Malloy, in his letter Thursday, said that while the current group plan expires Dec. 31 and retirees have been encouraged to select their new preferred plan by then, enrollment will not close until Feb. 28.

“I share your concern that some of our retirees may select a plan for which the first month’s premium payment is due before the UMS-funded HRA is available to reimburse them,” Malloy said. “While this is a highly regulated area, Vice Chancellor for Finance and Administration Ryan Low and his team are exploring how UMS can assist our retirees and their spouses in making this initial month’s payment without tax penalty. I will let you know when we have a plan for addressing this matter.”

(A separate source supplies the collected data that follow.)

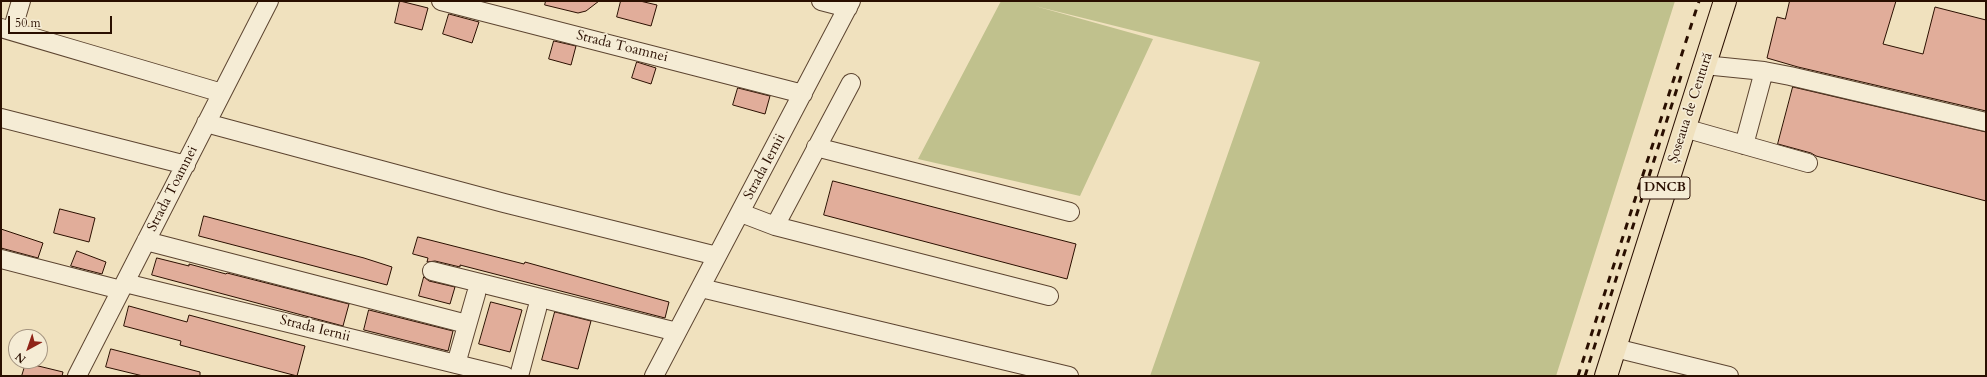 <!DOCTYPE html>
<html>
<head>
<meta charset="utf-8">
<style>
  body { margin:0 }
  #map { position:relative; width:1987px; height:377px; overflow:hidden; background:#f0e1be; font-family:Cardo,serif }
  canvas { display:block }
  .frame { position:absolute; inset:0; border:2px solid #2a0f00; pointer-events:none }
  .north { position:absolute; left:8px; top:329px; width:40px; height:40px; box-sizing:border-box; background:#f5ecd5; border:1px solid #a49480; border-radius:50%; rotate:220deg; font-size:11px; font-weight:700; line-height:16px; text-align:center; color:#2a0f00 }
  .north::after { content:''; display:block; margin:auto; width:14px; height:18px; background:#8f2418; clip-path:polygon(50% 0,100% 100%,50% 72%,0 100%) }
  .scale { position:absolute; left:8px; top:16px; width:104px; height:18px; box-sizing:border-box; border:2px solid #2a0f00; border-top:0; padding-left:5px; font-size:12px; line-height:14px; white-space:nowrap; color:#2a0f00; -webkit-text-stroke:3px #f5ecd5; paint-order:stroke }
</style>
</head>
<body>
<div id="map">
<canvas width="1987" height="377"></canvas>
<div class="frame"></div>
<div class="north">N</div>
<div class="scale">50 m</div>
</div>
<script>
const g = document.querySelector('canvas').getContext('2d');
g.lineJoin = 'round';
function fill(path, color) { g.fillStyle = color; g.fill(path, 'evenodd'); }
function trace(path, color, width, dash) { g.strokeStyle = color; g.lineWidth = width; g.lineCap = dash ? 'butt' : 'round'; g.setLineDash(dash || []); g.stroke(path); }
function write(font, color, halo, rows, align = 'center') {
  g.font = font + ' Cardo,serif'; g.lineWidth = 3.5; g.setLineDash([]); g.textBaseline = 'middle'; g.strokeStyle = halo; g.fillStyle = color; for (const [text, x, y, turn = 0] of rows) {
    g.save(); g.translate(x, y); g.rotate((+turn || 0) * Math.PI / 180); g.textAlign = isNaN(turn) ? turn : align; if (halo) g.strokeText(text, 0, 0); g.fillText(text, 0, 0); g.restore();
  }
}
fill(new Path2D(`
  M 1001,1 L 1675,1 L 1556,376 L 1150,376 L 1260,62 L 1035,6 L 1153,39 L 1080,196 L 918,159 Z`), '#c0c18d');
const building = new Path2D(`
  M 400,1 L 428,8 L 422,30 L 395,23 Z
  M 546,1 L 599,1 L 586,11 L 578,13 L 545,5 Z
  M 621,1 L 640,1 L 657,5 L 651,26 L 617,17 Z
  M 1790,1 L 1896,1 L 1883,44 L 1923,54 L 1935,7 L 1986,20 L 1986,111 L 1798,67 L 1767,58 L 1777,17 L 1785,19 Z
  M 449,14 L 479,22 L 472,43 L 443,34 Z
  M 554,41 L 576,46 L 571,65 L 549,59 Z
  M 637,62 L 656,68 L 651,84 L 632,78 Z
  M 1793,87 L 1986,132 L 1986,201 L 1816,156 L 1811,153 L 1778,144 Z
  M 738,88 L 770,96 L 765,114 L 733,105 Z
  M 833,181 L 1076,244 L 1067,279 L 824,215 Z
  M 60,209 L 95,218 L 89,242 L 54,233 Z
  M 204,216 L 364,258 L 392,267 L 387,285 L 199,236 Z
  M 1,229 L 43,243 L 38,258 L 1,248 Z
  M 418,237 L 524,264 L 525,262 L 669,302 L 665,318 L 460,265 L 460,267 L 435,261 L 427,262 L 428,258 L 413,254 Z
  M 77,251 L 106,262 L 102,274 L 71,266 Z
  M 157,258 L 189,266 L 189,264 L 226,274 L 227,273 L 349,304 L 343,326 L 152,275 Z
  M 424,277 L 429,281 L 455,287 L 450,304 L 419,296 Z
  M 491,302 L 522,310 L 510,352 L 479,344 Z
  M 129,306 L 187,322 L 189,315 L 305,346 L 297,376 L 180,345 L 181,341 L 124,326 Z
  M 369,310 L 453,331 L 448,351 L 364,330 Z
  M 555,312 L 591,321 L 578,369 L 542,360 Z
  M 111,349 L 200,372 L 200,376 L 143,376 L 106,367 Z
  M 26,363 L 63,372 L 62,376 L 22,376 Z`);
fill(building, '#e1ad9a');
trace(building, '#2a0f00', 1);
const minor = new Path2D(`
  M 441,1 L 803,94
  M 821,1 L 848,8
  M 1,28 L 222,93
  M 12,31 L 21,1
  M 1704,65 L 1764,71 L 1790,76 L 1986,122
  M 1,118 L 186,165
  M 206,123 L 504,203 L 717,256
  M 1684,128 L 1808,163
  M 1744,145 L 1764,71
  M 816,147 L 1070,212
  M 741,213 L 775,226 L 1049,296
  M 775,226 L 851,83
  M 146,241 L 459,322
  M 1,259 L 121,290
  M 432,271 L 677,332
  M 125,283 L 505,376
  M 701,288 L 1069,376
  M 1615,348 L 1729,376
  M 456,364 L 476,294
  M 77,376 L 269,1
  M 519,376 L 537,309
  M 654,376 L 851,1`);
const major = new Path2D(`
  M 1606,376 L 1725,1`);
trace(minor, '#5c4430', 20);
trace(major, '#2a0f00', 24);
trace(minor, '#f5ecd5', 18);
trace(major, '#f0e1be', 22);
trace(new Path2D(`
  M 1578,376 L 1699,1
  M 1585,376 L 1682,73`), '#2a0f00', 3, [7, 7]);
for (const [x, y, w] of [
  [1665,188,50]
]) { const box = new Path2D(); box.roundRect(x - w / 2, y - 11, w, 22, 3); g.fillStyle = '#f5ecd5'; g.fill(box); trace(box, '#2a0f00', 1); }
write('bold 13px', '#2a0f00', null, [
  ["DNCB",1665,188]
]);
write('14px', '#2a0f00', '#f5ecd5', [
  ["Strada Toamnei",622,47,14],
  ["Șoseaua de Centură",1691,108,-72],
  ["Strada Iernii",765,167,-62],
  ["Strada Toamnei",173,189,-63],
  ["Strada Iernii",315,329,14]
]);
</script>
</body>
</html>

The primary reason for the change, Malloy wrote, was due to escalating costs of the group plan and the desire to sustain and expand benefits. Under the HRA plan, the system will contribute $2,100 annually for each retiree and $800 for each eligible spouse to allow them to purchase customized coverage to supplement their core Medicare benefits.


Malloy said the amount will be indexed in future years and that plan costs will be far more competitive and in many cases less than the current group plan through Aetna due to a larger cohort of seniors and retirees in the exchange pool. He said the options available through Aon include more than 100 insurers and there is a comparable Aetna plan for retirees who wish to stick with the same provider.

However, David Jones, who taught at the University of Maine Presque Isle for 10 years and then at USM for another 17 before retiring in 2016, said he will be unable to get coverage through USAA, an insurance group serving military members and veterans.

“(We were told) we would be covered for life upon retirement and assured we would receive health insurance as part of our retirement package,” said Jones, 71. “That was one of the major benefits my wife and I were looking forward to, that we would have health insurance and wouldn’t have to worry about that.”

Speaking before the release of the chancellor’s letter Wednesday, Jones said he had questions about the $2,900 reimbursement, whether it will be enough to cover health insurance costs and whether the university will increase that amount over time.

“One of the things you have to do is have to keep receipts of how much you’ve paid and get reimbursed from these companies,” he said. “Right now I don’t have to worry about that. I just pay my co-pay and that’s it.”

Jones, who recently moved from Maine to Oregon, said being 3,000 miles away and trying to figure out the changes has added to his stress. “It seems wrong,” he said. “It seems very disrespectful. I put in 27 years into the University of Maine system. I received professor emeritus status and received all these teaching awards and to have this laid upon us in retirement is mind-boggling.”